SUPREME COURT OF WESTERN AUSTRALIACitation No:[2000] WASCA 365
COURT OF CRIMINAL APPEAL22/11/2000
Case No:CCA:177/20001 NOVEMBER 2000
Coram:WALLWORK J
MURRAY J
MILLER J
1/11/00
8Judgment Part:1 of 1
Result: Leave to appeal refused
PDF Version
Parties:NIGEL JOHN SLATER
THE QUEEN

Catchwords:

Criminal law and procedure
Sentencing
Armed robbery in company
Small amount of property stolen
Violence used
Robbery a type of "street mugging"
Relevance of personal circumstances
Sentence of six years imprisonment upheld

Legislation:

Nil

Case References:

Miles v The Queen (1997) 17 WAR 518
House v The King (1936) 55 CLR 499
Lowndes v The Queen (1999) 73 ALJR 1007
Miles v The Queen, unreported; CCA SCt of WA; Library No 970258; 21 May 1997
Moulds v The Queen, unreported; CCA SCt of WA; Library No 9804147; 4 March 1998
Mulligan v The Queen [2000] WASCA 5
Munro v The Queen, unreported; CCA SCt of WA; Library No 970022; 6 February 1997
Nicole Lynette Romero v The Queen, unreported; CCA SCt of WA; Library No 950351; 11 July 1995
R v Ryan, unreported; CCA SCt of WA; Library No 8553; 22 October 1990
R v Shaharuddin [1999] WASCA 229
R v Tait (1979) 46 FLR 386
Taylor v The Queen, unreported; CCAQ SCt of WA; Library No 980152; 6 April 1998
Weng Keong Chan (1989) 38 A Crim R 337

JURISDICTION : SUPREME COURT OF WESTERN AUSTRALIA TITLE OF COURT : COURT OF CRIMINAL APPEAL CITATION : SLATER -v- THE QUEEN [2000] WASCA 365 CORAM : WALLWORK J
    MURRAY J
    MILLER J
HEARD : 1 NOVEMBER 2000 DELIVERED : 1 NOVEMBER 2000 PUBLISHED : 22 NOVEMBER 2000 FILE NO/S : CCA 177 of 2000 BETWEEN : NIGEL JOHN SLATER
    Applicant

    AND

    THE QUEEN
    Respondent



Catchwords:

Criminal law and procedure - Sentencing - Armed robbery in company - Small amount of property stolen - Violence used - Robbery a type of "street mugging" - Relevance of personal circumstances - Sentence of six years imprisonment upheld




Legislation:

Nil



(Page 2)

Result:

Leave to appeal refused

Representation:


Counsel:


    Applicant : Mr C L J Miocevich
    Respondent : Mr S P Pallaras QC


Solicitors:

    Applicant : Aboriginal Legal Service of WA
    Respondent : State Director of Public Prosecutions


Case(s) referred to in judgment(s):

Miles v The Queen (1997) 17 WAR 518

Case(s) also cited:



House v The King (1936) 55 CLR 499
Lowndes v The Queen (1999) 73 ALJR 1007
Miles v The Queen, unreported; CCA SCt of WA; Library No 970258; 21 May 1997
Moulds v The Queen, unreported; CCA SCt of WA; Library No 9804147; 4 March 1998
Mulligan v The Queen [2000] WASCA 5
Munro v The Queen, unreported; CCA SCt of WA; Library No 970022; 6 February 1997
Nicole Lynette Romero v The Queen, unreported; CCA SCt of WA; Library No 950351; 11 July 1995
R v Ryan, unreported; CCA SCt of WA; Library No 8553; 22 October 1990
R v Shaharuddin [1999] WASCA 229
R v Tait (1979) 46 FLR 386
Taylor v The Queen, unreported; CCAQ SCt of WA; Library No 980152; 6 April 1998
Weng Keong Chan (1989) 38 A Crim R 337

(Page 3)

1 WALLWORK J: I agree with the reasons for judgment of Murray J.

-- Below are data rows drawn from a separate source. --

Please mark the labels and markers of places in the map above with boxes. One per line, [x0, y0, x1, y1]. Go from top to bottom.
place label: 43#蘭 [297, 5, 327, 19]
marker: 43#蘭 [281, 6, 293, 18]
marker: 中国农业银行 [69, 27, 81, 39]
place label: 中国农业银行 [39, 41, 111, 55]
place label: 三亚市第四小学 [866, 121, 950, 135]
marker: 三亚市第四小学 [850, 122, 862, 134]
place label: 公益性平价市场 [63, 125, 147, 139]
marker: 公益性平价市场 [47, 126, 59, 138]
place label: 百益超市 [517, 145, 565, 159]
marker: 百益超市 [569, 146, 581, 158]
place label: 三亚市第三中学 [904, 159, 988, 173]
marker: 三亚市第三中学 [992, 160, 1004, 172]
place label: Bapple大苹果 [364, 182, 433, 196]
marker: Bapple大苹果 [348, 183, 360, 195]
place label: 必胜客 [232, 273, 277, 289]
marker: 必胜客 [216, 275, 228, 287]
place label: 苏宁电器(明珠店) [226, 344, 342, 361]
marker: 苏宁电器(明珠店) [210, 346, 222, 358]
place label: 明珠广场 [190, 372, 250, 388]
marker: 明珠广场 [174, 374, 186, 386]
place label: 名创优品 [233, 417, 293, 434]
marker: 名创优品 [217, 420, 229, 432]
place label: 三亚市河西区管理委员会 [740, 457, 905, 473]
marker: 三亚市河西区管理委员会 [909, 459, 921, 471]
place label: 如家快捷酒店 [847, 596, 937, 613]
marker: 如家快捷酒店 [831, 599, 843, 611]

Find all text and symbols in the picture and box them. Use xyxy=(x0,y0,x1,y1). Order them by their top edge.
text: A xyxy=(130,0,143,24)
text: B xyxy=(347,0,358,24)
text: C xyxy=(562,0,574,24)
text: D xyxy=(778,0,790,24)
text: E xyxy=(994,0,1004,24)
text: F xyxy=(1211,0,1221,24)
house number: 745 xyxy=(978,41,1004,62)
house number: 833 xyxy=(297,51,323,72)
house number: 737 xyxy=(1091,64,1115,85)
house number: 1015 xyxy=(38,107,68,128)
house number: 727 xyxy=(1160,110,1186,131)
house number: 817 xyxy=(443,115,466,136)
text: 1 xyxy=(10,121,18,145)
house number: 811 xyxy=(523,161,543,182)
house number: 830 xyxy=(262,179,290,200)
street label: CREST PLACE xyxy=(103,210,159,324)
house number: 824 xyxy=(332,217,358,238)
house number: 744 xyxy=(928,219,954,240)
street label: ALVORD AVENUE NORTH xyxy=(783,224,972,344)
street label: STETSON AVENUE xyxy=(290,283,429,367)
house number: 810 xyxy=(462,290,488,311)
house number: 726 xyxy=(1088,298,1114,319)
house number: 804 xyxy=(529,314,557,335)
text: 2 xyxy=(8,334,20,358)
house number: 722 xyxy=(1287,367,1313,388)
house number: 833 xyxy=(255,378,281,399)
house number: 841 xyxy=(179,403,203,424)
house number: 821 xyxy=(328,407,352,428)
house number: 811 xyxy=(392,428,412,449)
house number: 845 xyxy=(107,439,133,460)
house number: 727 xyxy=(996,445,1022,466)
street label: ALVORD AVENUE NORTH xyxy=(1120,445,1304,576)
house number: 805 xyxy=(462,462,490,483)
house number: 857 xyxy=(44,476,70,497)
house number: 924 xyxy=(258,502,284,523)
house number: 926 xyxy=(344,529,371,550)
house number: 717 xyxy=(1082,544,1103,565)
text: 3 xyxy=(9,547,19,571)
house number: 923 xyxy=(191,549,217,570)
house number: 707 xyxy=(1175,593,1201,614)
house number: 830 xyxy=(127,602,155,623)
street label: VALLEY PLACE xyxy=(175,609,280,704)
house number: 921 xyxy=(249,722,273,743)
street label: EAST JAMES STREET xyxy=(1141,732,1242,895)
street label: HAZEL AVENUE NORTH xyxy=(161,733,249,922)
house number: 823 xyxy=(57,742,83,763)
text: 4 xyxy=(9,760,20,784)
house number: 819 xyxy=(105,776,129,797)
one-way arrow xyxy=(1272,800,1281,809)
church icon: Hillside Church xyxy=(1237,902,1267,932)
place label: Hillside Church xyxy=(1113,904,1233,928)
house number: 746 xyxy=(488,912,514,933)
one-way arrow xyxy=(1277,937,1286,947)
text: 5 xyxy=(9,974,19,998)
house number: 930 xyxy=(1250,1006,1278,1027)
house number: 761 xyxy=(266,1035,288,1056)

2 MURRAY J: Having heard argument in support of the application for leave to appeal against sentence in this case, the Court refused leave. These are my reasons for joining in that order.

3 The applicant was tried before Heenan J and a jury upon an indictment charging him with one offence of armed robbery in company. Following his conviction of the offence in the circumstances of aggravation charged, Heenan J sentenced the applicant to 6 years imprisonment with eligibility for parole. Taking into account time spent in custody on remand, his Honour backdated the sentence to 16 June 2000.

4 The circumstances of the offence can be described no better than in the words used by Heenan J when imposing sentence:


    "On Thursday, 22 July 1999, you came to Perth from Manjimup where you had been living with your grandparents. That afternoon you went to the home of your cousin, Mark Butler, at Mirrabooka. For a while you and others were drinking beer there, but then you started drinking Fruity Lexia, an alcoholic drink sold in casks. That evening Mark Butler drove you and Joseph Slater, another cousin of yours, to Northbridge where you and Joseph met up with several other young people of Aboriginal descent. It seems that you had intended to spend the night with Joseph's family in their home at Clarkson, but time went by and you missed the last bus.

    At about 30 minutes after midnight, you were with a group of young people in Wellington Street in front of the Perth railway station. Some of the group were trying to persuade a taxi driver to take them in his car. Meanwhile you noticed a 20-year-old man shorter and more lightly built than yourself on the other side of the street. He also was looking for a taxi. You went across to him and asked him to give you a cigarette. As he was reaching into his jacket or shirt, you took him by the throat with your right hand and told him to shut up and give you all his money. Telling him also that you had a knife, you hit him across the face with your left hand.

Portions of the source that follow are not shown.